§ Work instruction:
Give the number of lines in the data that hold the string "Burguer". Nothing else is needed.
[Provided records]
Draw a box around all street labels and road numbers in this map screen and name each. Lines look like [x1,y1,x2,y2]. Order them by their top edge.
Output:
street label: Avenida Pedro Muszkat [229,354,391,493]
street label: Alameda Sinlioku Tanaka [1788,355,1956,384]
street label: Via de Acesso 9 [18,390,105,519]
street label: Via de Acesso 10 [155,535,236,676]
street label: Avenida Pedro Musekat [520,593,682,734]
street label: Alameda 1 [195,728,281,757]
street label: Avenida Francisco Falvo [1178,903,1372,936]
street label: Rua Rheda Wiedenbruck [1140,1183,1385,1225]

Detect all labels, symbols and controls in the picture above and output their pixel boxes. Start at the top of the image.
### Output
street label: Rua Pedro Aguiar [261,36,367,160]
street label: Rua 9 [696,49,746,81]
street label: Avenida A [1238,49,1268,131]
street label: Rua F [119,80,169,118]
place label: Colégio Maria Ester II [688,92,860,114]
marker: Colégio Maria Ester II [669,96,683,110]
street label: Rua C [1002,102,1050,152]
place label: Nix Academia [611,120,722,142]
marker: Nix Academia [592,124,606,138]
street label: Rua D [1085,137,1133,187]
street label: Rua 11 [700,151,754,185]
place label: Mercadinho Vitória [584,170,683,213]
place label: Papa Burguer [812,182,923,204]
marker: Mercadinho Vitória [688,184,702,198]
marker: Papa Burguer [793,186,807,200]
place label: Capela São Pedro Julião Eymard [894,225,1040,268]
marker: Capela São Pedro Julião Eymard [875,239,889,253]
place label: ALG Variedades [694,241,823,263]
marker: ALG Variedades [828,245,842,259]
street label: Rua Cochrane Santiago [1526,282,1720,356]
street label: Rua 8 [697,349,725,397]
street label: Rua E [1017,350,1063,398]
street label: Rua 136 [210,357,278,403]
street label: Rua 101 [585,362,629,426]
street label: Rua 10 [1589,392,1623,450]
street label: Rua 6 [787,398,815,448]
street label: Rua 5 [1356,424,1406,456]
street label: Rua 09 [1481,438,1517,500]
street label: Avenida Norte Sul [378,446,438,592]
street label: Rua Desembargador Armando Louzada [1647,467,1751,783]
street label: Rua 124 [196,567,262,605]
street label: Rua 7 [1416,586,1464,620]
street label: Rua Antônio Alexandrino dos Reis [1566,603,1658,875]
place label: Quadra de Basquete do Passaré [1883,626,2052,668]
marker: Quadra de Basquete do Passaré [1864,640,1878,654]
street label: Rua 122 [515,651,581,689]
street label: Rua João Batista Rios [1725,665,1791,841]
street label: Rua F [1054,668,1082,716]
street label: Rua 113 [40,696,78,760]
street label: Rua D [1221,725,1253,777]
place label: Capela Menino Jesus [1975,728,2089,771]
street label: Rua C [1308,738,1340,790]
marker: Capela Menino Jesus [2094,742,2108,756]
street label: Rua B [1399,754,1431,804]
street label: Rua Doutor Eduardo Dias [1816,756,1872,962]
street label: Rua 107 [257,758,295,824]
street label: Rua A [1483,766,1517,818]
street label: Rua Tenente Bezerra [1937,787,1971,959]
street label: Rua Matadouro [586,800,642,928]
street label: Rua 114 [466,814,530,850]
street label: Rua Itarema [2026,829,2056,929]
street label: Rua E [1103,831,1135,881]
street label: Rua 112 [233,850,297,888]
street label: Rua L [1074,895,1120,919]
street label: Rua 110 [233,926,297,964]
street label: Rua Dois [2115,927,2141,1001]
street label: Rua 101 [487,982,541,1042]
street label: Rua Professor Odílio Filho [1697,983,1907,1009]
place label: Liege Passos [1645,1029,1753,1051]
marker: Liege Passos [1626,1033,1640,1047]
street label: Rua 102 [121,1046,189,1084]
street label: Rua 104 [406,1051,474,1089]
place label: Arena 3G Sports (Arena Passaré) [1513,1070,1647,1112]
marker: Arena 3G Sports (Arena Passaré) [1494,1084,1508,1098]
[/Provided records]
§ Solution to the problem:
2